§ **WORK REQUEST**
One part of the entries below is wanted: the lines from the one containing "translate:0 -50%; text-align:left" through the one containing "position:absolute; left:16px; top:1706px;". Write those out exactly and nothing else.
------------------------------------------------
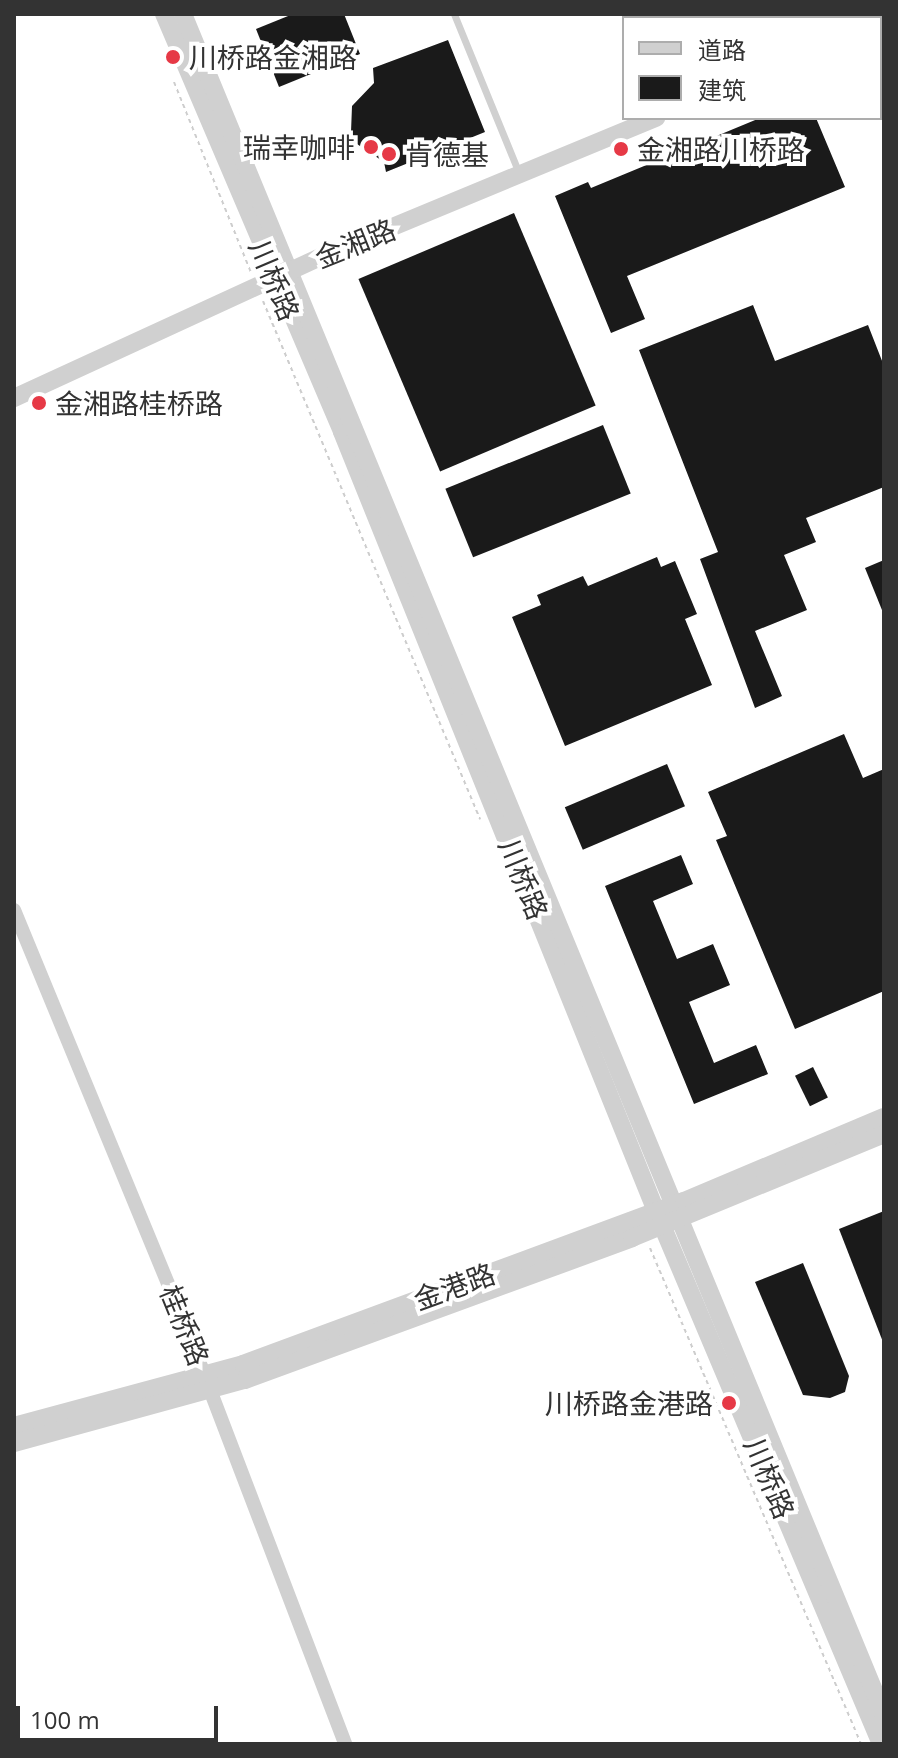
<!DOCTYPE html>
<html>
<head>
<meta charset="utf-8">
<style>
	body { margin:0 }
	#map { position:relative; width:898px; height:1758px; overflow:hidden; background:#fff; font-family:"Open Sans","Noto Sans SC",sans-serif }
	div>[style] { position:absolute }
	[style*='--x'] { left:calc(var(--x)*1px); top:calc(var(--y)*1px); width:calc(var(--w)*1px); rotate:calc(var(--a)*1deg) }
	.building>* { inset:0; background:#1a1a1a; transform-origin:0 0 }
	.path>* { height:2px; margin-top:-1px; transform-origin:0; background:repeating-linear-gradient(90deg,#cdcdcd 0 4px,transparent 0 8px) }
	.service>* { height:7px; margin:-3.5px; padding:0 3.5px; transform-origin:3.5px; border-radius:3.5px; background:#d0d0d0 }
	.minor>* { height:14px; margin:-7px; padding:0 7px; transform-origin:7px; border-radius:7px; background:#d0d0d0 }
	.tertiary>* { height:18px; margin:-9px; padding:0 9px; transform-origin:9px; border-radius:9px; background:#d0d0d0 }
	.dots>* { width:22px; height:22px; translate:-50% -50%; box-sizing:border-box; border:4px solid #fff; border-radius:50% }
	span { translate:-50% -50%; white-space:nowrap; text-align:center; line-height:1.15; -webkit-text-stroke:8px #fff; paint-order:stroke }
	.poi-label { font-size:28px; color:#333 }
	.left { translate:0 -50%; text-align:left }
	.right { translate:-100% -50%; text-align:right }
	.street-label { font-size:28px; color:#333 }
	.frame { position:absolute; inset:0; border:16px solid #333; pointer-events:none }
	.legend { position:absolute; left:622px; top:16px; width:260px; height:104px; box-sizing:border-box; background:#fff; border:2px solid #adadad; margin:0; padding:10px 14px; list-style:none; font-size:24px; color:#333 }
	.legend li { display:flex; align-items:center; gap:16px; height:40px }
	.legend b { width:40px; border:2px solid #adadad }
	.scale { position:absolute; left:16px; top:1706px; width:202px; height:36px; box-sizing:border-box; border:4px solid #333; border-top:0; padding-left:10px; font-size:24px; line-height:28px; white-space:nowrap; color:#333; -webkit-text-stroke:6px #fff; paint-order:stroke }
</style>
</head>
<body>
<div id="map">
	<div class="building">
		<div style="clip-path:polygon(293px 14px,344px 14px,360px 54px,279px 87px,256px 29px)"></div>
		<div style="clip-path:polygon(448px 40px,485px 132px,386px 172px,384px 162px,357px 144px,351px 132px,352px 106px,374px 83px,373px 68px)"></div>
		<div style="clip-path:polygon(760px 118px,816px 118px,845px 187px,627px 276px,645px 319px,611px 333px,555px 196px,588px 182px,591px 188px)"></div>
		<div style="left:514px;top:213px;width:209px;height:169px;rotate:67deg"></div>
		<div style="clip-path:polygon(753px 305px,775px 361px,868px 325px,884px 366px,884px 487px,806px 518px,816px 542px,784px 555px,807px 610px,755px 631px,782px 696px,755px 708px,700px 559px,718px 552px,639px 350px)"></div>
		<div style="left:603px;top:425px;width:74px;height:170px;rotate:68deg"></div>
		<div style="clip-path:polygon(657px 557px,661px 567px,675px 561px,697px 614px,685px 619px,712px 685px,565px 746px,512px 617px,541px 605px,537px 595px,583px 576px,588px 586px)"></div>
		<div style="clip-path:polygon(884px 560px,884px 615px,865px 568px)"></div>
		<div style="clip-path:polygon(844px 734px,863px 778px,884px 769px,884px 991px,795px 1029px,716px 840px,727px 836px,708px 792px)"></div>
		<div style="left:667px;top:764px;width:46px;height:111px;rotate:67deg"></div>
		<div style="clip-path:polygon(681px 855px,693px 884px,653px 901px,677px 959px,713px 944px,730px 985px,689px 1002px,714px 1063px,756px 1045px,768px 1074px,694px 1104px,605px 886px)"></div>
		<div style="left:813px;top:1067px;width:34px;height:20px;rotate:64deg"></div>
		<div style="clip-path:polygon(884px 1211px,884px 1342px,883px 1342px,839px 1229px)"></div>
		<div style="clip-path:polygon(803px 1263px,849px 1376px,845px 1392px,830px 1398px,803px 1395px,755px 1282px)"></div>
	</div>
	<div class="path">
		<div style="--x:174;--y:82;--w:206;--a:68"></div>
		<div style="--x:263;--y:301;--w:562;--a:67.27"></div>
		<div style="--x:650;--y:1248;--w:539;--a:66.95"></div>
	</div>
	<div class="service">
		<div style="--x:454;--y:14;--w:172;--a:67.8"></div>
	</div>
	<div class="minor">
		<div style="--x:844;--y:14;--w:4;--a:63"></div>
		<div style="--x:880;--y:101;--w:11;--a:68"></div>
		<div style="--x:14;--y:910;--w:465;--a:67.6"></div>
		<div style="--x:191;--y:1340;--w:432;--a:69.1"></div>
	</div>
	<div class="tertiary">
		<div style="--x:164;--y:14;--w:454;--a:66.9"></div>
		<div style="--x:342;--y:432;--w:840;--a:68.05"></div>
		<div style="--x:656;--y:1211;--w:579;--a:67.11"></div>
		<div style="--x:183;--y:14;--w:1840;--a:67.6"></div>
		<div style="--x:880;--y:28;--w:4;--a:-14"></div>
		<div style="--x:14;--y:398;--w:337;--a:-24.7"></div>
		<div style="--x:320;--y:257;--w:364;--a:-22.5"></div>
		<div style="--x:14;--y:1426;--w:237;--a:-15.1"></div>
		<div style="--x:243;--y:1364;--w:470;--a:-20.3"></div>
		<div style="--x:684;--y:1201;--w:217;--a:-22.8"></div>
		<div style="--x:14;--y:1443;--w:239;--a:-15.3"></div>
		<div style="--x:245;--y:1380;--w:412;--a:-20.1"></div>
		<div style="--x:632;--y:1238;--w:273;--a:-22.4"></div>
	</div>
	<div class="dots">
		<div style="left:173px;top:57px;background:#e63946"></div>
		<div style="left:371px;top:147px;background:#e63946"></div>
		<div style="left:621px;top:149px;background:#e63946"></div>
		<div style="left:389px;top:154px;background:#e63946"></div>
		<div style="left:39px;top:403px;background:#e63946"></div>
		<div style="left:729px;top:1403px;background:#e63946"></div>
	</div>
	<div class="poi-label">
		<span class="left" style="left:189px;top:57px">川桥路金湘路</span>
		<span class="right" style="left:355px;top:147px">瑞幸咖啡</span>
		<span class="left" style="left:637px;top:149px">金湘路川桥路</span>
		<span class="left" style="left:405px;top:154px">肯德基</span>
		<span class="left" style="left:55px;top:403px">金湘路桂桥路</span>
		<span class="right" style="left:713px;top:1403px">川桥路金港路</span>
	</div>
	<div class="street-label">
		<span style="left:355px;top:243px;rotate:-22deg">金湘路</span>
		<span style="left:275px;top:280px;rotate:67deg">川桥路</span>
		<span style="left:524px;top:879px;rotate:68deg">川桥路</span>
		<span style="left:454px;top:1286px;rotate:-20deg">金港路</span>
		<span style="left:185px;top:1325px;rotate:68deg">桂桥路</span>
		<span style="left:770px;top:1478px;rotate:67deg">川桥路</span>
	</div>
	<div class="frame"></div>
	<ul class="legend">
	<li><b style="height:10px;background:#d0d0d0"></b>道路</li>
	<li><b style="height:22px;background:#1a1a1a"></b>建筑</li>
	</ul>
	<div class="scale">100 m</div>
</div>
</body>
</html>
------------------------------------------------
§ **ANSWER**
	.left { translate:0 -50%; text-align:left }
	.right { translate:-100% -50%; text-align:right }
	.street-label { font-size:28px; color:#333 }
	.frame { position:absolute; inset:0; border:16px solid #333; pointer-events:none }
	.legend { position:absolute; left:622px; top:16px; width:260px; height:104px; box-sizing:border-box; background:#fff; border:2px solid #adadad; margin:0; padding:10px 14px; list-style:none; font-size:24px; color:#333 }
	.legend li { display:flex; align-items:center; gap:16px; height:40px }
	.legend b { width:40px; border:2px solid #adadad }
	.scale { position:absolute; left:16px; top:1706px; width:202px; height:36px; box-sizing:border-box; border:4px solid #333; border-top:0; padding-left:10px; font-size:24px; line-height:28px; white-space:nowrap; color:#333; -webkit-text-stroke:6px #fff; paint-order:stroke }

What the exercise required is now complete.